**Task item:**
Search the material below for lines containing the string "north", and copy every one you find.

**Data records:**
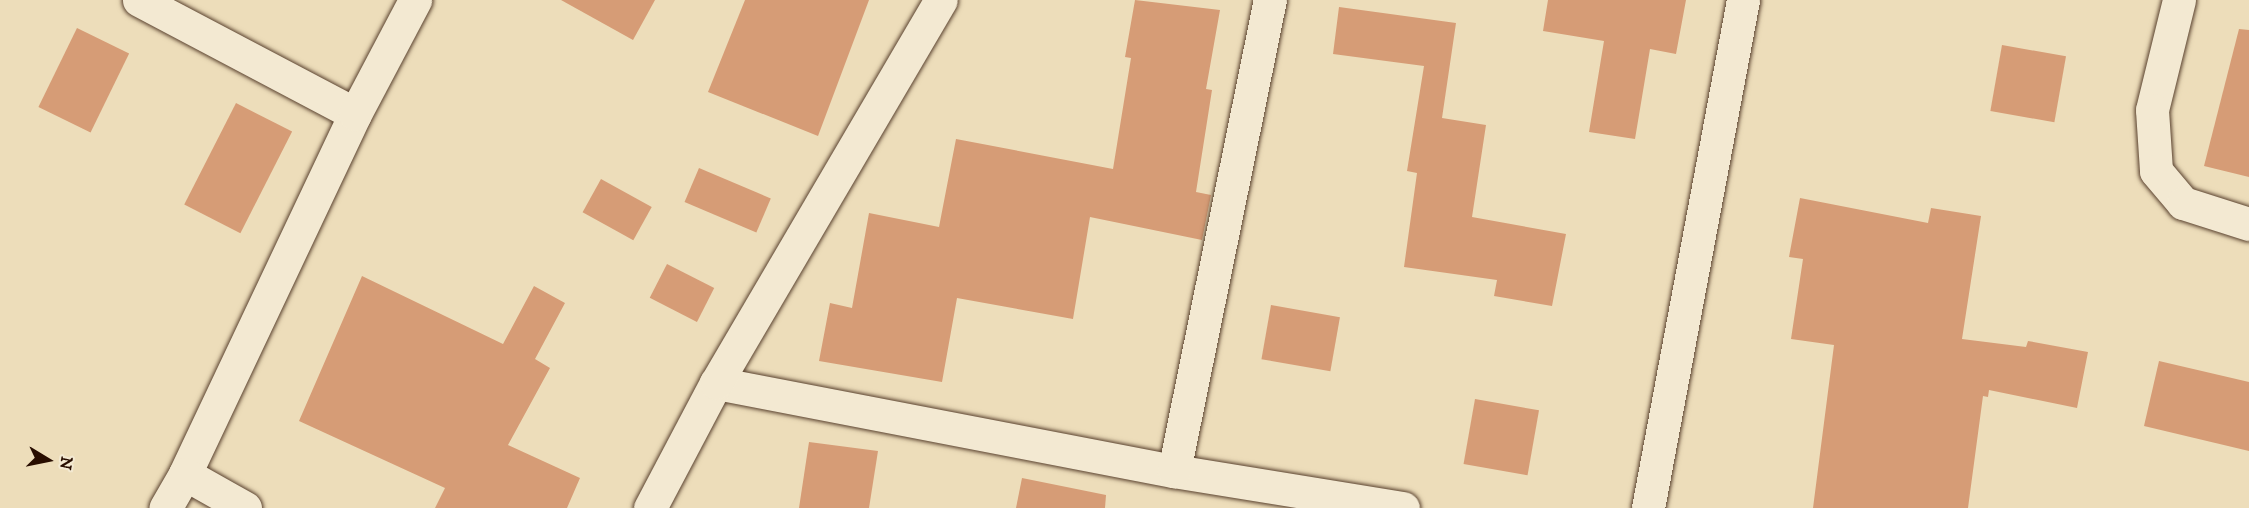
<!DOCTYPE html>
<style>
body{margin:0}
#map{position:relative;width:2249px;height:508px;overflow:hidden;background:#edddba;font-family:"IM FELL DW Pica",serif}
div>[style]{position:absolute}
[style*='--x']{left:calc(var(--x)*1px);top:calc(var(--y)*1px);width:calc(var(--w)*1px);rotate:calc(var(--a)*1deg)}
.building>*{inset:0;background:#d69c76;transform-origin:0 0}
.roads{filter:drop-shadow(0 0 2px #59412e) drop-shadow(0 0 2px #59412e)}
.minor>*{height:33px;margin:-16.5px;padding:0 16.5px;transform-origin:16.5px;border-radius:16.5px;background:#f3e9d2}
span{translate:-50% -50%;white-space:nowrap;text-align:center;line-height:1.15;-webkit-text-stroke:4.5px #f3e9d2;paint-order:stroke}
.north{position:absolute;left:18px;top:430px;width:60px;height:60px;-webkit-text-stroke:4px #f3e9d2;paint-order:stroke;rotate:100deg;font-size:16px;font-weight:700;line-height:24px;text-align:center;color:#280d00}
.north::after{content:'';display:block;margin:auto;width:21px;height:27px;background:#280d00;clip-path:polygon(50% 0,100% 100%,50% 72%,0 100%)}
</style>
<div id="map">
<div class="building">
<div style="clip-path:polygon(561px 0,655px 0,633px 40px)"></div>
<div style="clip-path:polygon(745px 0,869px 0,818px 136px,708px 92px)"></div>
<div style="clip-path:polygon(1135px 0,1220px 10px,1206px 89px,1212px 90px,1196px 192px,1211px 195px,1202px 240px,1090px 217px,1073px 319px,957px 298px,942px 382px,819px 361px,830px 303px,852px 308px,869px 213px,939px 227px,956px 139px,1113px 169px,1131px 58px,1125px 57px)"></div>
<div style="clip-path:polygon(1548px 0,1686px 0,1676px 54px,1650px 49px,1635px 139px,1589px 132px,1604px 41px,1543px 31px)"></div>
<div style="clip-path:polygon(1339px 7px,1456px 23px,1442px 118px,1486px 125px,1472px 217px,1566px 234px,1552px 306px,1494px 296px,1497px 280px,1404px 267px,1417px 173px,1407px 171px,1424px 66px,1333px 54px)"></div>
<div style="left:77px;top:28px;width:58px;height:88px;rotate:26deg"></div>
<div style="clip-path:polygon(2239px 29px,2249px 30px,2249px 177px,2204px 166px)"></div>
<div style="left:2002px;top:45px;width:65px;height:67px;rotate:10deg"></div>
<div style="left:236px;top:103px;width:63px;height:114px;rotate:27deg"></div>
<div style="left:699px;top:168px;width:78px;height:37px;rotate:23deg"></div>
<div style="left:601px;top:179px;width:58px;height:38px;rotate:29deg"></div>
<div style="clip-path:polygon(1800px 198px,1928px 223px,1931px 208px,1981px 216px,1962px 339px,2026px 347px,2028px 341px,2088px 352px,2077px 408px,1989px 390px,1988px 397px,1983px 396px,1968px 508px,1813px 508px,1834px 345px,1791px 339px,1803px 259px,1789px 257px)"></div>
<div style="left:667px;top:264px;width:53px;height:38px;rotate:27deg"></div>
<div style="clip-path:polygon(362px 276px,503px 344px,534px 286px,565px 303px,535px 359px,550px 368px,508px 445px,580px 478px,567px 508px,435px 508px,445px 488px,299px 421px)"></div>
<div style="left:1271px;top:305px;width:70px;height:55px;rotate:10deg"></div>
<div style="clip-path:polygon(2159px 361px,2249px 382px,2249px 451px,2144px 426px)"></div>
<div style="left:1475px;top:399px;width:65px;height:66px;rotate:10deg"></div>
<div style="clip-path:polygon(809px 442px,878px 451px,869px 508px,799px 508px)"></div>
<div style="clip-path:polygon(1022px 478px,1106px 495px,1105px 508px,1016px 508px)"></div>
</div>
<div class="roads">
<div class="minor">
<div style="--x:139;--y:0;--w:244;--a:27.8"></div>
<div style="--x:355;--y:114;--w:398;--a:115.3"></div>
<div style="--x:185;--y:474;--w:39;--a:120"></div>
<div style="--x:2179;--y:0;--w:113;--a:103.8"></div>
<div style="--x:2152;--y:110;--w:61;--a:86.2"></div>
<div style="--x:2156;--y:171;--w:42;--a:49.8"></div>
<div style="--x:2183;--y:203;--w:69;--a:17.7"></div>
<div style="--x:355;--y:114;--w:129;--a:-62.2"></div>
<div style="--x:716;--y:383;--w:466;--a:10.9"></div>
<div style="--x:1174;--y:471;--w:232;--a:9.2"></div>
<div style="--x:1174;--y:471;--w:481;--a:-78.5"></div>
<div style="--x:185;--y:474;--w:69;--a:29.5"></div>
<div style="--x:650;--y:508;--w:141;--a:-62.2"></div>
<div style="--x:716;--y:383;--w:444;--a:-59.6"></div>
<div style="--x:1648;--y:508;--w:517;--a:-79.41"></div>
</div>
</div>
<div class="north">N</div>
</div>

**Task output:**
.north{position:absolute;left:18px;top:430px;width:60px;height:60px;-webkit-text-stroke:4px #f3e9d2;paint-order:stroke;rotate:100deg;font-size:16px;font-weight:700;line-height:24px;text-align:center;color:#280d00}
.north::after{content:'';display:block;margin:auto;width:21px;height:27px;background:#280d00;clip-path:polygon(50% 0,100% 100%,50% 72%,0 100%)}
<div class="north">N</div>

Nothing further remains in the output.